# Covariance

Variance is the measure of spread of data. In a data set if two variables are given then they may have some linear relation among them. The correlation and covariance are the measure of strength of the relation between two variables. Unlike variance, the covariance can take negative or positive values. It depends on the behavior of the variables. If random variables tend to show same behavior means greater value of one variable corresponds with the greater value of the other variable, covariance will be positive else covariance is negative.

## Definition

Covariance is the relationship between two variables in a given data set. Let $E(x)$ be the expected  value of a given variable $x$, and $E(y)$ be the expected value of variable $y$, then the covariance between $x$ and $y$ is given by,

$cov(x,\ y)$ = $E[x - E[x]]E[y - E[y]]$
= $E[xy] - E[x]E[y]$

This expected value can also be the mean value of the data set. Hence, the covariance between $x$ and $y$ can be given as,

$cov(x,y)$= $\sum_{i=1}^{N}$ $\frac{(x_i-\mu )(x_i-\mu )}{N}$

## Formula

The formula for covariance of $x$ and $y$ is,
$cov(x,y)$ = $\sum_{i=1}^{N}$ $\frac{(x_i-\bar{x} )(x_i-\bar{y} )}{N}$
$\bar{x}$ is the mean of variable $x$
$\bar{y}$ is the mean of variable $y$
$n$ is total number of pairs

To calculate covariance take each of the possible events that could occur in turn and calculate the extent to which the returns on investment. We get a large possible value if there is a strong positive relationship between the two variables, and a big negative value if there is a strong negative relationship between the two variables.
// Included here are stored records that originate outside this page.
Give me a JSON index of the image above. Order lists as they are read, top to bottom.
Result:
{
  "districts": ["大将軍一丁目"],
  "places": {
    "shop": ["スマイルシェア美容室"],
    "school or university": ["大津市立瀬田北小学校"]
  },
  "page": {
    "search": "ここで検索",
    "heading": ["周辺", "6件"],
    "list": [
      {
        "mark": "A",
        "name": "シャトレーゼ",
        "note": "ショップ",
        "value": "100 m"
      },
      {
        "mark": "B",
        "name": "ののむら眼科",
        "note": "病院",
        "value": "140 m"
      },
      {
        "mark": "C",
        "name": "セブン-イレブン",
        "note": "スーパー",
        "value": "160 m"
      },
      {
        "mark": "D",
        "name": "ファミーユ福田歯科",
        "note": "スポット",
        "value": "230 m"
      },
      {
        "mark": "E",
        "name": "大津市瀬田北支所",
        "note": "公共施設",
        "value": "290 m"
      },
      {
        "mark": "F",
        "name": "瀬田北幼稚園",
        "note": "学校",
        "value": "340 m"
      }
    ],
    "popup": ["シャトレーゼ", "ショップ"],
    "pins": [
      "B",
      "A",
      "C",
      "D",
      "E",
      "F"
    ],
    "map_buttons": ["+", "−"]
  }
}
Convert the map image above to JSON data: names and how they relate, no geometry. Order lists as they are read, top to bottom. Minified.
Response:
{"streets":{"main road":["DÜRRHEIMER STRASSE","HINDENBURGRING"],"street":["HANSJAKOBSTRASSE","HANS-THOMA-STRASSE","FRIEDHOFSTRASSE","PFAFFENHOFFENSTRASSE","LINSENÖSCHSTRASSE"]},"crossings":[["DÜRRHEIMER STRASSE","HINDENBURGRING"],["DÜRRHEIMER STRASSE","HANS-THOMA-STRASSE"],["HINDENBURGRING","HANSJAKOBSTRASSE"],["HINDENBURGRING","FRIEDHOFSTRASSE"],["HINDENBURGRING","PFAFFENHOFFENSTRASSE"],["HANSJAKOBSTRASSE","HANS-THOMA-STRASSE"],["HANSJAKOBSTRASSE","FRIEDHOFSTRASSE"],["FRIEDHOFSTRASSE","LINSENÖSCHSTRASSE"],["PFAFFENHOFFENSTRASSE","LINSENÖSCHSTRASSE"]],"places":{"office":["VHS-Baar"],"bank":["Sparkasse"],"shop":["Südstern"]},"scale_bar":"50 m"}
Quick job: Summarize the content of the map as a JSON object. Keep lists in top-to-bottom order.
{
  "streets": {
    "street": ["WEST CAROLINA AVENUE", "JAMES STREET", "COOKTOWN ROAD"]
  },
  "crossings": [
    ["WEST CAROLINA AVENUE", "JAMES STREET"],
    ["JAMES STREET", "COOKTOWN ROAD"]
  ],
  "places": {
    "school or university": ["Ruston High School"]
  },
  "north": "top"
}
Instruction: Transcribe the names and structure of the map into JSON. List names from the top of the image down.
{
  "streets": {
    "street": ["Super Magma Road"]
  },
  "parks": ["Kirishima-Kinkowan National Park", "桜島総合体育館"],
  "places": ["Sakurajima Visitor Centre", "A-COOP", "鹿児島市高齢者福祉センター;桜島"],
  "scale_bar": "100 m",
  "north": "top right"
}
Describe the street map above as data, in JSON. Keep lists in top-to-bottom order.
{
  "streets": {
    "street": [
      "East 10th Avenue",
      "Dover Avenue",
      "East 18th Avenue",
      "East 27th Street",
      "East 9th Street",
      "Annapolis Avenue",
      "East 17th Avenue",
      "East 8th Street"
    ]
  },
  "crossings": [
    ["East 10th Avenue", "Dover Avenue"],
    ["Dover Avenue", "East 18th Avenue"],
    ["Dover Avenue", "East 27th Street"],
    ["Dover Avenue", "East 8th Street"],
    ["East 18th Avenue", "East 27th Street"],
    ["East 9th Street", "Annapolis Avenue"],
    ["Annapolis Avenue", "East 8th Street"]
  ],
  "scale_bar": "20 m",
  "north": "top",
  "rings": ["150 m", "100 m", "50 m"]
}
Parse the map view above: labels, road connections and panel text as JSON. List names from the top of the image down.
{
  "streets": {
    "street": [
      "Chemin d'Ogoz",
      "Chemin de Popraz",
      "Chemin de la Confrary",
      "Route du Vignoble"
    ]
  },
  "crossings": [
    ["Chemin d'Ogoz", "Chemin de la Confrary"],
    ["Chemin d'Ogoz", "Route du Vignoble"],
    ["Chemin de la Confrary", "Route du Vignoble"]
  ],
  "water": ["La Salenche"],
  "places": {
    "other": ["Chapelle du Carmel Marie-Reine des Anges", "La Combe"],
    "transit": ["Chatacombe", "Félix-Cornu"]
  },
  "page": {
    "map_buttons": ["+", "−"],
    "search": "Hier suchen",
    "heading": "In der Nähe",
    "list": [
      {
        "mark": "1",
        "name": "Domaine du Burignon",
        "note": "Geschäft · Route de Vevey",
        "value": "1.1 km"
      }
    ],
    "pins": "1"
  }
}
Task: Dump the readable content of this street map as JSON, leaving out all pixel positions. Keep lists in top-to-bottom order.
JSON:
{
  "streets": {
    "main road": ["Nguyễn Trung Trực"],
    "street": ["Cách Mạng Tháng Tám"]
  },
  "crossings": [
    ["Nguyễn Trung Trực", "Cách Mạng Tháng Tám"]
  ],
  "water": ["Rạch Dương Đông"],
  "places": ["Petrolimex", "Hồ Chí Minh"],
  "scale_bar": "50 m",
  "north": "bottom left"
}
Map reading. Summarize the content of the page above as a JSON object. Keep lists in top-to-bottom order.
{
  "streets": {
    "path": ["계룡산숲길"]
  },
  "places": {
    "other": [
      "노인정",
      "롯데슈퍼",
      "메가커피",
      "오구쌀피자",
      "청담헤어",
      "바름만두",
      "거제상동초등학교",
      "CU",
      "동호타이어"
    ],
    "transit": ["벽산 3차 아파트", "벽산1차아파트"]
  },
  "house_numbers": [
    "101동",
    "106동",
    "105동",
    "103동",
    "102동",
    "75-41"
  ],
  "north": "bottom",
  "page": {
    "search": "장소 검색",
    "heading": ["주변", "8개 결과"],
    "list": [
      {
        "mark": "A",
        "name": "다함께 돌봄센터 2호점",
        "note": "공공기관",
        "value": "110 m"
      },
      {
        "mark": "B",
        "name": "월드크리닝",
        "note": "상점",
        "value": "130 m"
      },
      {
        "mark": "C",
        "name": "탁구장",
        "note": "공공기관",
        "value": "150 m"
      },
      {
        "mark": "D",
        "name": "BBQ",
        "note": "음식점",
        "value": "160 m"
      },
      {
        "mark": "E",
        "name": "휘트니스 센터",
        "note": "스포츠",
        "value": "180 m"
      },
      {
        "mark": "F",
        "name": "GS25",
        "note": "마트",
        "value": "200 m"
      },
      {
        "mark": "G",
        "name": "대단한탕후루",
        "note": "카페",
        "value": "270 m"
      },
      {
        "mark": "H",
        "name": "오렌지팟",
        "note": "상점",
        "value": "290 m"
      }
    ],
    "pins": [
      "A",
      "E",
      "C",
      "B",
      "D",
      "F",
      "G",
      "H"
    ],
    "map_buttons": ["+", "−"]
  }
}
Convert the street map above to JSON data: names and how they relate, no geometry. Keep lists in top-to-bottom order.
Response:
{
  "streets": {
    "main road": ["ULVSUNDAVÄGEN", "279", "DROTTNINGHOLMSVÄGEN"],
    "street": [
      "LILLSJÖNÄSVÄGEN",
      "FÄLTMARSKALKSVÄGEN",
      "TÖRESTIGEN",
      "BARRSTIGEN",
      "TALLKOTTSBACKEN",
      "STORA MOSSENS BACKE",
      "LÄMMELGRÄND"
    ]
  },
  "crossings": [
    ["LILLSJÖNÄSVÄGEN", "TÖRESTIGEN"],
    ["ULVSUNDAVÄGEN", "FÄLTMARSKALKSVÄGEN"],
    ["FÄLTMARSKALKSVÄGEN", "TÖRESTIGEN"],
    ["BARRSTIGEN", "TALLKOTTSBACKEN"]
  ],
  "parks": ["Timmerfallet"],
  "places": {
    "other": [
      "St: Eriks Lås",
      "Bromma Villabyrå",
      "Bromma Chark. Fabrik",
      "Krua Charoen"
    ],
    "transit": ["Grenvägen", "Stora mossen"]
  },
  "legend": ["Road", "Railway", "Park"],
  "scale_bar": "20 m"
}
Covariance will be zero if there is no relationship between the variables.

## Properties of Covariance

For two variables x and y, the properties of covariance are:

1) $cov(x, y)$ = $cov(y, x)$

2) $cov(x, x)$ = $var(x)$

3) $cov(x + y, z)$ = $cov(x, z) + cov(y, z)$

4) $cov(c.x, y)$ = $c.cov(x, y)$ $[c\ is\ a\ constant]$

5) $cov(a + b.x, y)$ = $b.cov(x, y)$

## Covariance & Correlation

Correlation depends upon two variables, change in one variable effects a change in second variable. Its value lies in the range of -$1$ and +$1$. Whereas in covarience two variables vary together, which can be negative or positive. Correlation is the measure of the strength of the relation between two variables. How strongly two variables are connected is defined as the correlation. Correlation is related to covariance by the given formula,
$cor(x, y)$ = $\frac{cov(x,y)}{\sigma_{x}\ \sigma_{y}}$